2009/6/28 Vladimir Voroshilov <voroshil at gmail.com>:
> 2009/6/28 Vladimir Voroshilov <voroshil at gmail.com>:
>> 2009/6/28 Vladimir Voroshilov <voroshil at gmail.com>:
>>> 2009/6/28 Michael Niedermayer <michaelni at gmx.at>:
>>>> On Sat, Jun 27, 2009 at 09:27:23AM +0700, Vladimir Voroshilov wrote:
>>>>> 2009/6/27 Michael Niedermayer <michaelni at gmx.at>:
>>>>> > On Sat, Jun 27, 2009 at 02:05:27AM +0700, Vladimir Voroshilov wrote:
>>>>> >> Memset is required, since vector should contain only several non-zero pulses
>>>>> >
>>>>> > if the thing is sparse, memset could maybe be replaced by just setting
>>>>> > the non zero values to zero, in that sense many operationson on sparse
>>>>> > vectors can be done more efficiently than working on an array of zeros
>>>>> > with one non zero value, which if it applies here means you have to
>>>>> > rewrite the related code to be more efficient
>>>>>
>>>>> Hmm..
>>>>>
>>>>> Does you mean "invert" vector (replace zero with non-zero and vice versa) ?
>>>>> What values whould contain non-zero parts in your suggestion?
>>>>>
>>>>> Here is how i uderstand fixed-codebook vector generation.
>>>>>
>>>>> Fixed-codebook vector defines where four (or three, depends on mode)
>>>>> pulses of sound are placed in
>>>>> current frame (which is zero at this stage). Afaik, fixed-codebook
>>>>> vector defines signal which in "new"
>>>>> in current frame and is not continuation oprevious frame's sound.
>>>>> Routine sets 1 at this positions, setting all other to 0.
>>>>>
>>>>> "1" related to pulse of sound, "0" means silence.
>>>>>
>>>>> Later this vector will be weightly summed with excitation signal.
>>>>>
>>>>> Thus, either your suggestion is deep math or heavy optimization which
>>>>> i can't understand.
>>>>
>>>> adding a sparse vector with 4 non zero pulses to another vector is a O(1)
>>>> operation, your code needs O(n) that is not acceptable. (that is based on
>>>> your description above)
>>>>
>>>> Its simply that you add n-4 values with n-4 zeros and 4 values with
>>>> 4 non zero values, thats not deep math
>>>
>>> Ok. Now i see what is the battle for. O(1) is obviously better even for me.
>>> But, i'm afraid O(1) implementation is much complex task.
>>>
>>> Well.
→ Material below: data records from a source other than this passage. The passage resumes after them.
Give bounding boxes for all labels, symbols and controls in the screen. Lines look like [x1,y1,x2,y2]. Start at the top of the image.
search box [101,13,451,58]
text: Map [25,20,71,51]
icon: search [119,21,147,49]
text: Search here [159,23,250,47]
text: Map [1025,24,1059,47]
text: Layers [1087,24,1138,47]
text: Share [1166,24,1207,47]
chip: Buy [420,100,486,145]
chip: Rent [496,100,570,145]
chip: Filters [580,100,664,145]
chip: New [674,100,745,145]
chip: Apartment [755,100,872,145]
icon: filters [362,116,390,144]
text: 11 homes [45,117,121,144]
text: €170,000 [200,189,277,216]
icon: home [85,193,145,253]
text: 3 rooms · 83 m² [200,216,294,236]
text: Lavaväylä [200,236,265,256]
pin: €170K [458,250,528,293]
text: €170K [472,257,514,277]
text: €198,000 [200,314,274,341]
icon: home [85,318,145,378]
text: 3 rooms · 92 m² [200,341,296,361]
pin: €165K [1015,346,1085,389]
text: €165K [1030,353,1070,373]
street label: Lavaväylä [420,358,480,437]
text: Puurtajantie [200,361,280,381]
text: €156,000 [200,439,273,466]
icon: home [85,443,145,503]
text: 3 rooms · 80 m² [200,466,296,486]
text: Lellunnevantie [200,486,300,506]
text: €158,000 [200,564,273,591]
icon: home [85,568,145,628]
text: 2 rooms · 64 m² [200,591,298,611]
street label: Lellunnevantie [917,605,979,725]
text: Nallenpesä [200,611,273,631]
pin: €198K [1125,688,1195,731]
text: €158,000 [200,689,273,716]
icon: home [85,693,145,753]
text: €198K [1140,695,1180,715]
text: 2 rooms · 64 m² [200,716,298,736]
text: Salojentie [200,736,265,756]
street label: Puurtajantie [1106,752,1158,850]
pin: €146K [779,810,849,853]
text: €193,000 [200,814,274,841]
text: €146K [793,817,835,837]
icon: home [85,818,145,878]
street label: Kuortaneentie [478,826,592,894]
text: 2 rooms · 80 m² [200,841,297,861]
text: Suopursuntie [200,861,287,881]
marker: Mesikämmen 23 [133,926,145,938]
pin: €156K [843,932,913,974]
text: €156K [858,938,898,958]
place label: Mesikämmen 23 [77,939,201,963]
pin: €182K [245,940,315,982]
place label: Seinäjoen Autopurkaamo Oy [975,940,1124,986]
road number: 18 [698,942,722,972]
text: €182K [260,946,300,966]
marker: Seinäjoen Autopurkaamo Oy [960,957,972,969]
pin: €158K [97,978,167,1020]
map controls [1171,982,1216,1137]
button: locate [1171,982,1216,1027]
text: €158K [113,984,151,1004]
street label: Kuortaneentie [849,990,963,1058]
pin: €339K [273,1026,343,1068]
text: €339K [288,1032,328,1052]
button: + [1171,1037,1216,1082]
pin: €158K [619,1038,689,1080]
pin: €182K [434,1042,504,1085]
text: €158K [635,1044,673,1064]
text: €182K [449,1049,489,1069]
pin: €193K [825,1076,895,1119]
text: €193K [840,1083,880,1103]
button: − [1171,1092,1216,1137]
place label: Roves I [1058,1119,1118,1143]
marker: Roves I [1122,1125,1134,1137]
Fixed-vector (called fc and fc_v in severral places) decribes contribution
>>> of non-periodic signal introduced in current frame.
>>>
>>> Initially it contains few (fixed number of, depending on mode)
>>> non-zero pulses and is a sparse vector.
>>> This pulses generated ?fixed-codebook indexes and signs. The latter
>>> either are decoded from frame or
>>> initialized with random values in case of frame erasure.
>>>
>>> Working with sparse vector at this stage is clean for me (small array
>>> of non-zero values' indexes/signs only, as i see).
>>>
>>> But already applying simple harmonic filter:
>>>
>>> for(i=pitch_delay; i<subframe_size; i++)
>>> fc[i]+=gain_pitch * fc[i-pitch_delay]
>>>
>>> becames much complex task for such sparse vector.
>>>
>>> Later fixed-codebook vector is used for decoding gain_code.
>>> There is scalarproduct_int16, which is called with fc_v. Of course i
>>> can compute scalarproduct
>>> on sparse vector too, but mmx optiomization can not be used.
>>>
>>> According to above, i see only two troubles (for me):
>>> 1. Complex code with harmonic filter. Sparse case will require either
>>> "if"s or some sorting of indexes.
>>> This is because accumulation is proceeded in-place and each step of
>>> loop affects next elements of array.
>>> 2. Inpossible reusage of existing MMX optiomizations. Perhaps
>>> calculation of scalarproduct can be merged with harmonic filter.
>>>
>>> How to implement "1" i didn't yet know and will be thankful for advice.
>>
>> I tried to make some complexity aproximations of sparse vector usage
>> in harmonic filter.
>> Assuming there are four pulses and pitch delay can be between 20 and 149.
>> subframe size is 80.
>>
>> 0. Simplest case. pitch_delay>=80. filter is not applied.
>> 0.1 non-sparse vector.
>> Requires zero-initialized array of length 80.
>> 80-pitch_delay (60 in worst case) number of "+" and "*" and one memset
>> of size 80.
>> Adding check for non-zero will lead to 60 if's and 12 "+" and "*" in worst case.
>>
>> 1. sparse vector. pitch_delay<80
>> Requires array of size 16 with indexes and values (total 32)
>>
>> All pulses are inside first one chunk of size 80/pitch_delay.
>> Filter will do int(80/pitch_delay)-1 iterations (three in worst case)
>> with four "*" and "+" inside.
>> In worst case this will introduce 12 additional non-zero pulses.
>>
>> Pulses are not intersects in this case.
>>
>> 2. Pulses can be in different chunks of size 80/pitch_delay.
>> In this code filter have to check whether non zero values are
>> intersects in different chunks or not.
>> If not, complexity is the same as for previous case.
>> if they are, early pulses should change values of the next which they
>> intersects with.
>> This will require either sorting of index/value array at each
>> iteration with next item's index check or
>> searching this arrays to find intersects.
>> Both cases will require (in worst case) 12-1 iterations of inner loop.
>> which leads to 11*12=132 "if"s and assignments.
>>
>> According to above i don't see any advantage of introducing sparse vector.
>> If i'm wrong or missing something, please fix me.
>>
>> P.S. Adding scalar product calculation to harmonic filter will remove
>> one extra loop, but will prevent using mmx optimization.
>
> Please disregard this mail, since calculations are wrong (subframe
> size os 40, not 80).
>
> Any ideas about sparse vector are still welcome.
>

Further investigation about sparse fixed-codebook vector.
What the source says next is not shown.